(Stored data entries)
◇ ◇ ◇ ◇ ◇
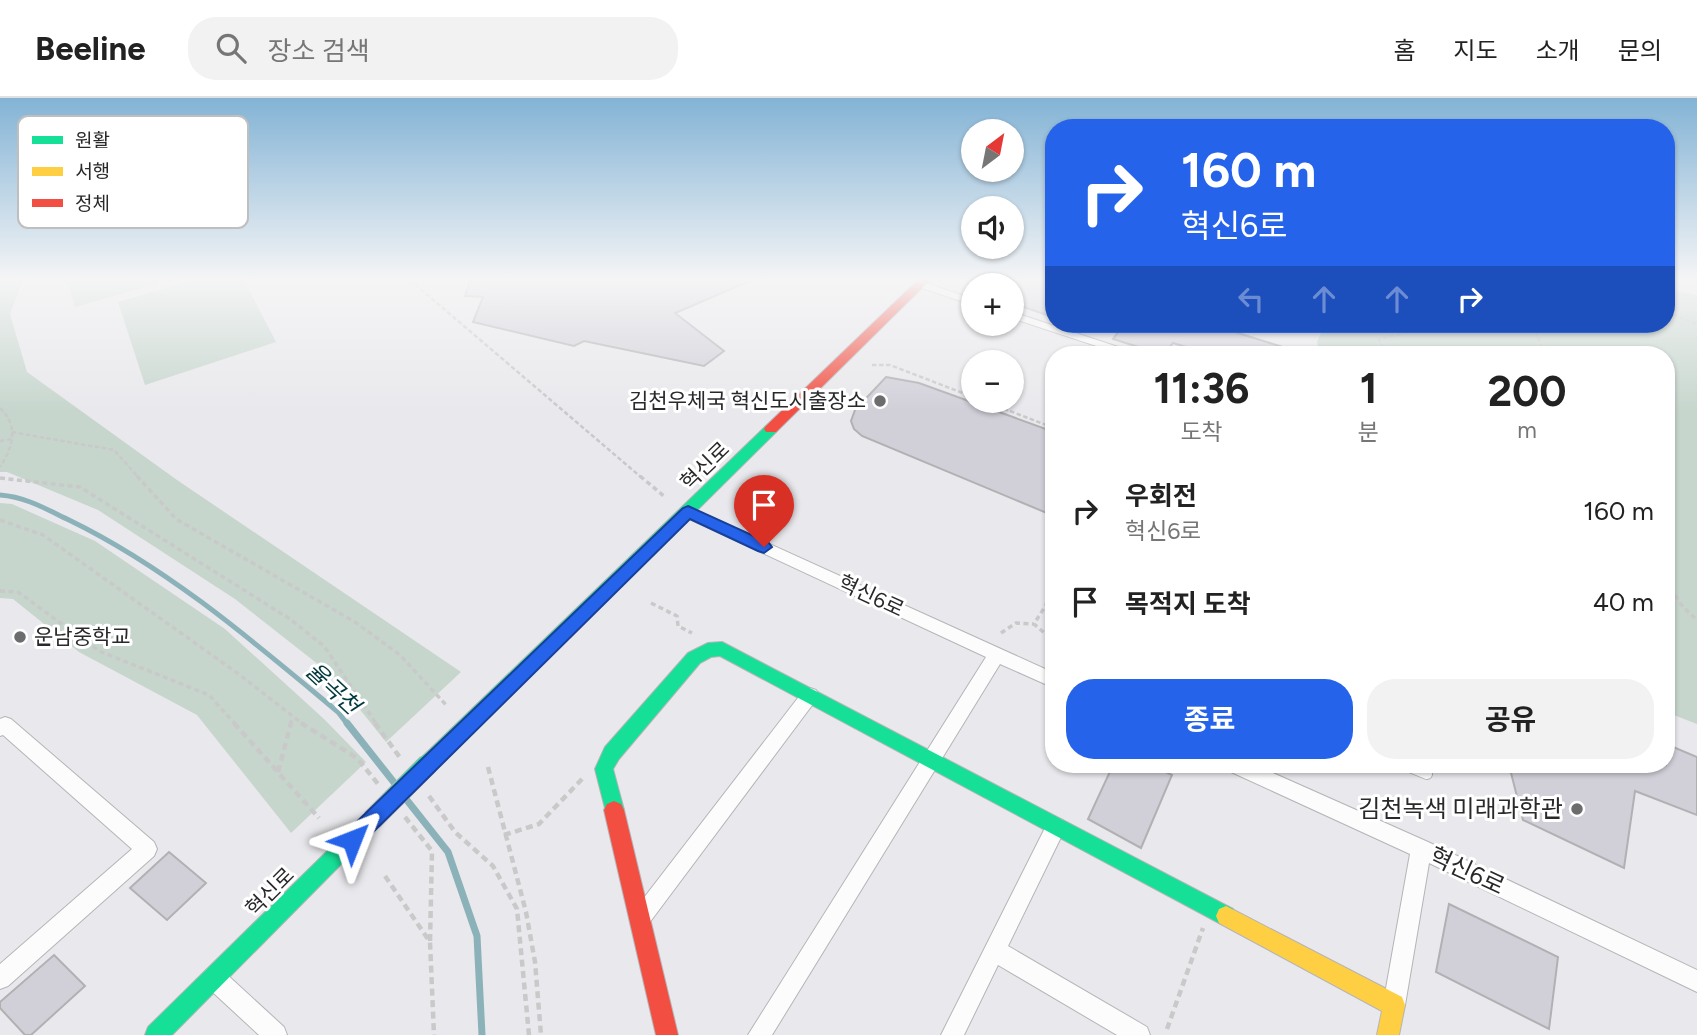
<!DOCTYPE html>
<html lang="ko">
<meta charset="utf-8">
<style>
:root{--surface:#fff;--page:#f2f2f2;--text:#222;--muted:#767676;--line:#e0e0e0;--accent:#2563eb}
body{margin:0;font-family:Figtree,"Noto Sans KR",sans-serif;background:var(--page);color:var(--text);height:100vh;display:flex;flex-direction:column;font-size:26px;white-space:nowrap}
*{box-sizing:border-box;margin:0}
p{font-size:23px;color:var(--muted)}
.icon{flex:none;width:38px;height:38px;fill:none;stroke:currentColor;stroke-width:2;stroke-linecap:round;stroke-linejoin:round}
.map{position:relative;flex:1;overflow:hidden}
.drawer{position:absolute;left:1045px;top:248px;width:630px;height:427px;display:flex;flex-direction:column;background:var(--surface);border-radius:28px;box-shadow:0 2px 5px #0004}
.drawer>*{flex:none}
.hud{position:absolute;left:1045px;top:21px;width:630px;height:214px;border-radius:28px;box-shadow:0 2px 5px #0004;background:#2563eb;color:#fff;overflow:hidden}
.needle{width:46px;rotate:32deg}
.controls{position:absolute;left:961px;top:21px;display:grid;gap:14px}
.controls a{display:grid;place-items:center;width:63px;height:63px;border-radius:50%;background:var(--surface);box-shadow:0 2px 5px #0004;font-size:35px}
.pin{position:absolute;display:grid;place-items:center;width:60px;height:60px;color:#fff;margin:-72px -30px;border-radius:50% 50% 50% 0;rotate:-45deg;box-shadow:0 0 7px #0007}
.pin .icon{rotate:45deg}
.me{position:absolute;width:77px;margin:-38px;rotate:45deg;stroke-linejoin:round;filter:drop-shadow(0 0 5px #0008)}
.turn{display:flex;align-items:center;gap:24px;height:147px;padding:0 21px;font-size:32px}
.turn .icon{width:91px;height:91px;stroke-width:2.5}
.turn b{display:block;font-size:49px;line-height:60px}
.lanes{display:flex;align-items:center;height:66px;padding:0 21px;background:#0003;justify-content:center;gap:35px;direction:ltr}
.lanes .off{opacity:.35}
.eta{display:flex;justify-content:space-evenly;align-items:center;height:119px;text-align:center}
.eta b{font-size:42px;font-weight:700;line-height:49px}
.primary-button{display:flex;gap:14px;margin-top:auto;padding:14px 21px}
.primary-button a{flex:1;height:80px;border-radius:28px;background:var(--accent);color:#fff;font-size:28px;font-weight:700;line-height:80px;text-align:center}
.primary-button a+a{background:var(--page);color:var(--text)}
ul{padding:0;list-style:none}
li{display:flex;align-items:center;gap:21px;height:91px;padding:0 21px}
li div{flex:1}
li b{display:block;font-size:26px}
li em{font-style:normal}
header{display:flex;align-items:center;gap:42px;box-sizing:border-box;height:98px;padding:0 35px;background:var(--surface);border-bottom:2px solid var(--line)}
header strong{font-size:33px}
nav{display:flex;gap:38px;margin-inline-start:auto;font-size:24px}
.search{width:490px;height:63px;background:var(--page);display:flex;align-items:center;gap:18px;box-sizing:border-box;padding:0 24px;border-radius:28px;color:var(--muted);font-size:26px}
.map>svg:first-child{display:block}
.green{fill:#c6d6cd}
.lines{fill:none;stroke-linecap:round;stroke-linejoin:round}
.stream-far1{stroke:#8bb2b9;stroke-width:5}
.stream{stroke:#8bb2b9;stroke-width:7}
.building{fill:#d1d0d9;stroke:#b1b1b3;stroke-width:2}
.lane-far1-casing{stroke:#b5b4b7;stroke-width:8}
.lane-casing{stroke:#b5b4b7;stroke-width:12}
.street-casing{stroke:#b5b4b7;stroke-width:2}
.fast-casing{stroke:#b5b4b7;stroke-width:2}
.slow-casing{stroke:#b5b4b7;stroke-width:2}
.jam-casing{stroke:#b5b4b7;stroke-width:2}
.path-far2{stroke:#c9c9ca;stroke-width:2.5;stroke-dasharray:4.5 2.5;stroke-linecap:butt}
.path-far1{stroke:#c9c9ca;stroke-width:3.5;stroke-dasharray:5 3.5;stroke-linecap:butt}
.path{stroke:#c9c9ca;stroke-width:4.5;stroke-dasharray:7 4.5;stroke-linecap:butt}
.lane-far1{stroke:#fcfcfc;stroke-width:6}
.lane{stroke:#fcfcfc;stroke-width:10}
.street{fill:#fcfcfc;fill-rule:evenodd}
.fast{fill:#16e098;fill-rule:evenodd}
.slow{fill:#ffcf43;fill-rule:evenodd}
.jam{fill:#f24e42;fill-rule:evenodd}
.fast-bridge-casing{stroke:#b5b4b7;stroke-width:22;stroke-linecap:butt}
.fast-bridge{stroke:#16e098;stroke-width:20}
.route{fill:#2563eb;stroke:#184099;stroke-width:2}
.poi-dot{fill:#6c6c6f;stroke:#fff;stroke-width:2.5}
.labels{text-anchor:middle;stroke-width:6;stroke-linejoin:round;paint-order:stroke}
.poi-label{font-size:21px;fill:#29292b;stroke:#fff;text-anchor:end}
.street-label{font-size:21px;fill:#29292b;stroke:#fff}
.water-label{font-size:23px;font-style:italic;fill:#00383e;stroke:#fff}
.near-poi-label{font-size:24px;fill:#29292b;stroke:#fff;text-anchor:end}
.near-street-label{font-size:24px;fill:#29292b;stroke:#fff}
.key{fill:#fff;stroke:#bfbfbf;stroke-width:2}
.key-label{font-size:19px;fill:#29292b}
</style>
<header>
<strong>Beeline</strong>
<div class="search"><svg class="icon" aria-label="search" viewBox="0 0 24 24"><circle cx="10" cy="10" r="6"/><path d="M15 15l6 6"/></svg>장소 검색</div>
<nav><a>홈</a><a>지도</a><a>소개</a><a>문의</a></nav>
</header>
<div class="map">
<svg width="1697" height="937" viewBox="0 0 1697 937">
<rect width="100%" height="100%" fill="#e9e8ec"/>
<path class="green" d="M0,182H23L10,216L27,274L177,382L461,574L386,644L333,578L235,501L98,412L7,374H0Z
M67,182H170L75,209Z
M194,182H244L276,244L145,287L118,204Z
M1666,190L1697,197V626L1666,614V257H1320L1317,244L1325,226H1666Z
M0,405L12,406L95,443L225,531L324,621L366,664L291,735L197,617L79,554L13,501L0,500Z"/>
<g class="lines">
<path class="stream-far1" d="M0,397C26,399 46,411 69,422C168,470 254,544 338,614L348,627"/>
<path class="stream" d="M347,625L396,687
M406,701L448,754L477,838L482,937"/>
</g>
<path class="building" d="M470,182H752L675,215L724,253L704,268L584,243L574,248L473,224L483,199L465,198Z
M1012,182H1054V209L1047,217L1012,205Z
M1124,226H1209L1299,254V257H1212L1173,245L1164,257L1113,241Z
M886,279L919,285L1054,334V418L862,338L854,331L851,323L855,312Z
M1666,646L1697,659V717L1635,693L1624,770L1523,722L1509,667H1666Z
M1113,667H1151L1172,677L1141,750L1088,721Z
M169,754L206,785L167,822L130,790Z
M1449,806L1558,859L1549,931L1436,874Z
M54,857L85,888L31,937H25L0,910V904Z"/>
<g class="lines">
<g class="lane-far1-casing">
<path id="lane-far1" d="M919,186L973,204
M1012,217L1133,257"/>
</g>
<g class="lane-casing">
<path id="lane" d="M1405,667L1427,676"/>
</g>
<g class="street-casing">
<path id="street" d="M688,409L1054,575V590L1000,566L772,937H748L986,559L683,418L681,414L683,410Z
M810,590L816,592L819,597L816,602L647,828L640,831L633,828L630,821L633,814L804,592Z
M5,619L11,621L154,744L157,751L154,758L8,888L0,891V866L132,751L3,637L0,638V621Z
M1227,667H1255L1428,744L1697,872V894L1429,765L1405,907L1402,915L1394,918L1386,915L1383,907L1410,756L1229,673Z
M1056,720L1063,722L1066,729L1008,848L1147,929L1150,937H1117L998,867L964,937H941L1049,722Z
M214,869L222,872L284,929L287,937H259L206,888L203,880L206,872Z"/>
</g>
<g class="fast-casing">
<path id="fast" d="M771,327L778,331L776,334L435,672L428,674L421,672L419,666L421,660L766,328Z
M722,544L1233,811L1236,818L1233,825L1226,828L1219,825L720,558L711,559L700,565L619,661L613,671L624,712L621,718L614,721L607,718L595,671L605,649L688,555L708,545Z
M372,713L379,716L382,722L379,728L172,937H145L148,929L365,716Z"/>
</g>
<g class="slow-casing">
<path id="slow" d="M1226,808L1402,899L1405,907L1399,937H1377L1382,913L1219,825L1216,818L1219,811Z"/>
</g>
<g class="jam-casing">
<path id="jam" d="M918,182H930L776,334H766L764,331L766,328Z
M614,703L621,706L624,712L678,937H656L604,712L607,706Z"/>
</g>
<path class="path-far2" d="M410,182L642,380
M1666,214L1697,226
M1539,226L1537,237L1545,257
M1385,257L1379,241L1447,226
M872,267H890L973,299
M984,303L1054,330
M0,310C19,327 13,350 0,369
M12,334L114,352L139,380
M0,343L12,341"/>
<path class="path-far1" d="M137,378L176,421L355,524L400,557L447,608
M640,378L665,399
M0,380L80,389L290,521L324,548L377,627
M0,422L43,437L240,577L304,627
M1666,483L1683,509L1697,522
M0,493L18,494L99,553L209,597L236,627
M651,505L677,518L678,528L692,535
M1001,535L1016,525L1034,526
M1047,556L1051,549L1049,539L1034,526L1054,494
M290,627L292,620"/>
<path class="path" d="M234,625L319,720
M301,625L357,660L378,686
M375,625L401,661
M488,669L526,814L535,864L541,937
M278,674L291,625
M429,698L455,734L493,768L517,811L529,937
M405,719L432,753L430,844
M504,737L539,726L583,680
M385,778L430,844L434,937
M1167,931L1203,830"/>
<use href="#lane-far1" class="lane-far1"/>
<use href="#lane" class="lane"/>
<use href="#street" class="street"/>
<use href="#fast" class="fast"/>
<use href="#slow" class="slow"/>
<use href="#jam" class="jam"/>
<g class="fast-bridge-casing">
<path id="fast-bridge" d="M372,722L428,666"/>
</g>
<use href="#fast-bridge" class="fast-bridge"/>
</g>
<linearGradient id="sky" x2="0" y2="1"><stop stop-color="#83b3d5"/><stop offset="0.58" stop-color="#f5f5f6"/><stop offset="1" stop-color="#f5f5f6" stop-opacity="0"/></linearGradient>
<rect width="1697" height="313" fill="url(#sky)"/>
<path class="route" d="M688,408L769,445L772,449L764,455L758,453L690,421L359,748L352,751L345,748L342,742L345,735L683,410Z"/>
<g class="poi-dot">
<circle cx="880" cy="303" r="7"/>
<circle cx="20" cy="539" r="7"/>
<circle cx="1577" cy="711" r="7"/>
</g>
<g class="labels">
<g class="poi-label">
<text x="866" y="310">김천우체국 혁신도시출장소</text>
<text x="34" y="546" text-anchor="start">운남중학교</text>
</g>
<g class="street-label">
<text transform="translate(705 368) rotate(-44)" y="7">혁신로</text>
<text transform="translate(871 498) rotate(25)" y="7">혁신6로</text>
<text transform="translate(270 794) rotate(-45)" y="7">혁신로</text>
</g>
<g class="water-label">
<text transform="translate(333 590) rotate(43)" y="8">율곡천</text>
</g>
<g class="near-poi-label">
<text x="1563" y="719">김천녹색 미래과학관</text>
</g>
<g class="near-street-label">
<text transform="translate(1467 773) rotate(25)" y="8">혁신6로</text>
</g>
</g>
<rect x="18" y="18" width="230" height="112" rx="10" class="key"/>
<rect x="32" y="38" width="31" height="8" fill="#16e098"/>
<rect x="32" y="69" width="31" height="9" fill="#ffcf43"/>
<rect x="32" y="101" width="31" height="8" fill="#f24e42"/>
<g class="key-label">
<text x="75" y="49">원활</text>
<text x="75" y="80">서행</text>
<text x="75" y="112">정체</text>
</g>
</svg>
<div class="controls">
<a><svg class="needle" viewBox="-14 -14 28 28"><path d="M0-13l5 13h-10z" fill="#e53935"/><path d="M0 13l5-13h-10z" fill="#767676"/></svg></a>
<a><svg class="icon" aria-label="sound" viewBox="0 0 24 24"><path d="M4 9h4l5-4v14l-5-4H4zM17 9q2 3 0 6"/></svg></a>
<a>+</a>
<a>−</a>
</div>
<div class="pin" style="left:764px;top:449px;background:#d93025"><svg class="icon" aria-label="arrive" viewBox="0 0 24 24"><path d="M6 21V4h12l-3 4 3 4H6"/></svg></div>
<svg class="me" style="left:352px;top:742px" viewBox="-20 -20 40 40"><path d="M0-17L14 15 0 8-14 15z" fill="#2563eb" stroke="#fff" stroke-width="4"/></svg>
<div class="hud">
<div class="turn"><svg class="icon" aria-label="right" viewBox="0 0 24 24"><path d="M7 20v-9h11M14 6l5 5-5 5"/></svg><div><b>160 m</b>혁신6로</div></div>
<div class="lanes"><svg class="icon off" aria-label="left" viewBox="0 0 24 24"><path d="M17 20v-9H6M10 6l-5 5 5 5"/></svg><svg class="icon off" aria-label="ahead" viewBox="0 0 24 24"><path d="M12 20V5M6 11l6-6 6 6"/></svg><svg class="icon off" aria-label="ahead" viewBox="0 0 24 24"><path d="M12 20V5M6 11l6-6 6 6"/></svg><svg class="icon" aria-label="right" viewBox="0 0 24 24"><path d="M7 20v-9h11M14 6l5 5-5 5"/></svg></div>
</div>
<section class="drawer">
<div class="eta">
<div><b>11:36</b><p>도착</p></div>
<div><b>1</b><p>분</p></div>
<div><b>200</b><p>m</p></div>
</div>
<ul>
<li><svg class="icon" aria-label="right" viewBox="0 0 24 24"><path d="M7 20v-9h11M14 6l5 5-5 5"/></svg><div><b>우회전</b><p>혁신6로</p></div><em>160 m</em></li>
<li><svg class="icon" aria-label="arrive" viewBox="0 0 24 24"><path d="M6 21V4h12l-3 4 3 4H6"/></svg><div><b>목적지 도착</b></div><em>40 m</em></li>
</ul>
<div class="primary-button"><a>종료</a><a>공유</a></div>
</section>
</div>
◇ ◇ ◇ ◇ ◇
▶ _TASK_: Which lines of the records above contain the word "header"? Report each one.

▶ _EXPECTED ANSWER_:
header{display:flex;align-items:center;gap:42px;box-sizing:border-box;height:98px;padding:0 35px;background:var(--surface);border-bottom:2px solid var(--line)}
header strong{font-size:33px}
<header>
</header>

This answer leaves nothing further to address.